Beni : des déplacés aux conditions de vie difficiles à Kyondo

Les déplacés de guerre vivant en commune de Kyondo dans le territoire de Beni (Nord-Kivu) font face à des grands defies. Leurs conditions de vie ont été décriées par la présidente du comité des déplacés de guerre à Kyondo et environs au cours d’une interview  accordée à RADIOMOTO.NET ce vendredi 22 avril 2022.

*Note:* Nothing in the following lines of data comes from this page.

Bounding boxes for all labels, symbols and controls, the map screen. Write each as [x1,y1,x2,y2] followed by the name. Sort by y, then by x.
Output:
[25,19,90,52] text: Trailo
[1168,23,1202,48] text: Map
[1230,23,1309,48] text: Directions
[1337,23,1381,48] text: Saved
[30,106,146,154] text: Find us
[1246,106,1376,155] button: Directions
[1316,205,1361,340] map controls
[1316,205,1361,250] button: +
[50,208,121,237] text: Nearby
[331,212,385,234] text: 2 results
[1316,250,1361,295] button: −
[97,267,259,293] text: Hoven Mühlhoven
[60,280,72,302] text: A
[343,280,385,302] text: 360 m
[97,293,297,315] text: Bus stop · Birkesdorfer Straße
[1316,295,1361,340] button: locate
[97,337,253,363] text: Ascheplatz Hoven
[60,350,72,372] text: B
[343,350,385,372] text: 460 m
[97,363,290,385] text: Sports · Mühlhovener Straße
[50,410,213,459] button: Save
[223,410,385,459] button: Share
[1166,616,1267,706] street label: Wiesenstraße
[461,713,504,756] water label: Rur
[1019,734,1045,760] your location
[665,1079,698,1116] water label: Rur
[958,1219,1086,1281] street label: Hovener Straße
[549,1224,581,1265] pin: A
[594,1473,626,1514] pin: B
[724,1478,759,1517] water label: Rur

Madame Espérance Mwengesyali fait allusion à la non prise en charge alimentaire, à la rareté des vivres, à l’ascension du prix de location des maisons et à la hausse de prix de denrées alimentaires sur le marché. Notre interlocutrice sollicite la bonne volonté des uns et des autres pour sauver la vie de ces vulnérables dont certains s’adonnent, selon elle, à la récolte des produits vivriers dans des champs d’autrui.

« Certains de ces déplacés ont commencé à voler des denrées dans les champs des particuliers, faute de moyens. En tout cas, Kyondo a perdu sa qualité de cité agricole. Même au marché, les denrées sont chères. Même les endroits où on tire les produits sont insécurisés. Nous enregistrons, de ce fait, certains déplacés qui rentrent chez eux. Certains y meurent tués et d’autres reviennent toujours ici à cause de l’insécurité », a déploré Espérance Mwengesyali.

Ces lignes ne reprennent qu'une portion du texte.